Chapter One: The English Slave Trade and Abolitionism

  1. From the earliest stages of its history, Methodism was a transatlantic phenomenon. Representatives of the evangelical movement, including John Wesley and George Whitefield, crisscrossed the Atlantic during a fertile period of exchange and reassessment. In 1729, Jonathan Edwards became a full minister in Northampton, New England. During the winter of that year his congregation experienced an extraordinarily intense crescendo of religious zeal, accounts of which spread to other communities throughout the American colonies and to Great Britain. [54] This religious fervour, which made Edwards something of a celebrity, was, however, short-lived. Its revival was reinstigated with the arrival of the enigmatic preacher, George Whitefield, who received his ordination in England in 1738 and who was inspired by the missionary labours of the Wesley brothers ( John and Charles) in the newly founded colony of Georgia, North America. Preaching in open fields, Whitefield criticised the national clergy and claimed that he himself was a recipient of direct guidance from the Holy Spirit. Whitefield's mode of itinerant preaching and persuasive powers of oratory influenced scores of ministers and established the revivalist period of `Great Awakening' wherein emotional outbursts were identified as the work of God's spirit and the harbingers of a millennial age. Whitefield, however, approved of black slavery and kept slaves himself. In 1748, he with others, urged the trustees of Georgia to introduce slavery into the colony, arguing that without it, Georgia would `never prosper'. [55]

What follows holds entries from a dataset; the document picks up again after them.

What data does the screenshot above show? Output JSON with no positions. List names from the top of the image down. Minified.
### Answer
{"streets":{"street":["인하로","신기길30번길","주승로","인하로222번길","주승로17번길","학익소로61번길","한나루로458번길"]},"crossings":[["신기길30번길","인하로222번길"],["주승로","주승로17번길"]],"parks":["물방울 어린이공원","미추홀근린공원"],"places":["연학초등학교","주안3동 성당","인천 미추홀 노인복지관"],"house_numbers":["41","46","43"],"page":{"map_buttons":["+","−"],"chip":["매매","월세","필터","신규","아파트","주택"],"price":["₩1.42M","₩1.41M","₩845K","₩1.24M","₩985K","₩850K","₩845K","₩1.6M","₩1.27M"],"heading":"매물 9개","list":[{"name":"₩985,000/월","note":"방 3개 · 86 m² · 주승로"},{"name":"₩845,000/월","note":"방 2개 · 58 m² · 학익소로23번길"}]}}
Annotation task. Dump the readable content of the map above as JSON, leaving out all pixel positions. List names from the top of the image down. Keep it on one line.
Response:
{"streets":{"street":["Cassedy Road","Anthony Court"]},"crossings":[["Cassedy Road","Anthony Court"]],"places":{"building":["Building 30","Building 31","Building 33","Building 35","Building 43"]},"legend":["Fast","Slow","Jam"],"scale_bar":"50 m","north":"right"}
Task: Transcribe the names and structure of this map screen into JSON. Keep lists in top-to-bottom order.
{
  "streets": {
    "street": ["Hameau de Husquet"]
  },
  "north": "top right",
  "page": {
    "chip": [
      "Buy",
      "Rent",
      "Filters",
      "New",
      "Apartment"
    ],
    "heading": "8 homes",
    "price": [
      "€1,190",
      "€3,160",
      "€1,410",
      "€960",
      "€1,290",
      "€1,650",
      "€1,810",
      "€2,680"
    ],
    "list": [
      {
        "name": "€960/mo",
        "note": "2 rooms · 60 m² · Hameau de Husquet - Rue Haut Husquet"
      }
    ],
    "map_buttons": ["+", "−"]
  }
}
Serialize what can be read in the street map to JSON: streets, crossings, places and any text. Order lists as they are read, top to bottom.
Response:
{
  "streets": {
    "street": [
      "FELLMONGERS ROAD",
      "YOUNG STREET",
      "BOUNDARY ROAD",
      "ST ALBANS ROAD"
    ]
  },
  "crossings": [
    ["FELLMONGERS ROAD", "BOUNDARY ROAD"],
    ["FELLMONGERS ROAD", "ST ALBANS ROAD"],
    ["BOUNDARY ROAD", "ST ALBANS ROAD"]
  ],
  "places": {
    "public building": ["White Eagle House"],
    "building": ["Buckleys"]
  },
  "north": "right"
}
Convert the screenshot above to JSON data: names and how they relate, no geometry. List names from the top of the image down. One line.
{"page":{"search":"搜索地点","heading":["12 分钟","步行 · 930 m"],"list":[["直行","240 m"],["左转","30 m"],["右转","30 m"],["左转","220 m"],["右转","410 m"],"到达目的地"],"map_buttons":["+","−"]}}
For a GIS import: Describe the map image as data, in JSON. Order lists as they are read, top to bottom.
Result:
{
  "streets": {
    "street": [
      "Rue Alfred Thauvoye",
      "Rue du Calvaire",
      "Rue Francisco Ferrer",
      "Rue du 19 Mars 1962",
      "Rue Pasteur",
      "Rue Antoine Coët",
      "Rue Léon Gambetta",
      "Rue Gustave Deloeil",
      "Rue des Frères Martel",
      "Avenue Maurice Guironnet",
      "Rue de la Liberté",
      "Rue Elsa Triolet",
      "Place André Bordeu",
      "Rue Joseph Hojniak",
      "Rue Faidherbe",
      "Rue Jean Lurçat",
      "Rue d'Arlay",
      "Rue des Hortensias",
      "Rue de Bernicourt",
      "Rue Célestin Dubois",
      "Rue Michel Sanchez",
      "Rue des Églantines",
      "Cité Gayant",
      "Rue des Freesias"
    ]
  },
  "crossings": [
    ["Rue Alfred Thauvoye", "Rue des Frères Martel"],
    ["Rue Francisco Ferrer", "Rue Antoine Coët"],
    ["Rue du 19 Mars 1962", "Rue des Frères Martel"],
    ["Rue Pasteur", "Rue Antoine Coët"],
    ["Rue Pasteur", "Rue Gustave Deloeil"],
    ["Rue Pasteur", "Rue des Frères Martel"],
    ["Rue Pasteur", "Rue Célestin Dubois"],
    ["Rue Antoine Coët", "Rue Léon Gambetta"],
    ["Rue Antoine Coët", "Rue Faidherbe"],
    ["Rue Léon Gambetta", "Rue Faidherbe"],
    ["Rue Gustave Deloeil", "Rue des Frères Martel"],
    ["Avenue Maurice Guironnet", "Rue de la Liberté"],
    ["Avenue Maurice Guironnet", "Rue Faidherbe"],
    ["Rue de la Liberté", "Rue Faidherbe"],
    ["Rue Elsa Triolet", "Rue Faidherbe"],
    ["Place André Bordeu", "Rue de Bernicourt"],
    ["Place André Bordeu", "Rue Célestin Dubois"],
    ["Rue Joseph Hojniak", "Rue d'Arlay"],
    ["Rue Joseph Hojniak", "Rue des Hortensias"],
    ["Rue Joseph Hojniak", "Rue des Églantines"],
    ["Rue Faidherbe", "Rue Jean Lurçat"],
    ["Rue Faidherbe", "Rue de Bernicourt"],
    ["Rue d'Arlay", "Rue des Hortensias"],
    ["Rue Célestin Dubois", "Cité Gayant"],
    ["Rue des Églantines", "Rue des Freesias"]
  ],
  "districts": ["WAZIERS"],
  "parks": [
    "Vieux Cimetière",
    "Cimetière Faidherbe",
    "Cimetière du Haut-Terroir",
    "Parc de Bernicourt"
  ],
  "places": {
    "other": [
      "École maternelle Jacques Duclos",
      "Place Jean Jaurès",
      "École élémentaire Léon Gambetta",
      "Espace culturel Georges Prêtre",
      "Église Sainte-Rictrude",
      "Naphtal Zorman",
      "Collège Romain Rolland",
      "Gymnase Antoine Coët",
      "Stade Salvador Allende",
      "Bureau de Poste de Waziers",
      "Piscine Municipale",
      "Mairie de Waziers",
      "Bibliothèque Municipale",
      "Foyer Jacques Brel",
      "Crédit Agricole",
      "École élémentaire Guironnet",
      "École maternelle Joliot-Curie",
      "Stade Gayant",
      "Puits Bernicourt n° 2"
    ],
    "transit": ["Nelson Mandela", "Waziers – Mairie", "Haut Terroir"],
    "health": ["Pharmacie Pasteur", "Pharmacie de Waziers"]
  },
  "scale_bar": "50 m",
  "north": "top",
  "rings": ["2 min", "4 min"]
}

  2. John Wesley, ordained in 1725, had served as his father's curate in Lincolnshire before taking over the leadership of a religious study group known as the `Methodists'. In 1735 he agreed to assume spiritual leadership of the new colony of Georgia and from the time of his own spiritual experience of May 1738, a moment during which he claimed he felt his heart `strangely warmed' (`An assurance was given me that He had taken away my sins, even mine, and saved me from the law of sin and death'), Wesley's wide-ranging missionary zeal took him to Oxford, London and Bristol, Wales, Cornwall and Scotland and Ireland. [56] Although Wesley claimed that he had set out to revive the spiritual life of the Church of England, his `Methodism' quickly took on a character of its own and his preaching of `salvation by faith' succeeded in establishing an independent `connexion' of itinerant preachers and churches. [57] Wesley's style of preaching transgressed eighteenth-century taboos against extemporary prayer and lay-leadership and promoted a `plain-style' of oral preaching. [58] As he commented in a sermon of 1746, this mode of plain-speaking translated into text was an attempt to write `as I generally speak, ad populum, to the bulk of mankind'.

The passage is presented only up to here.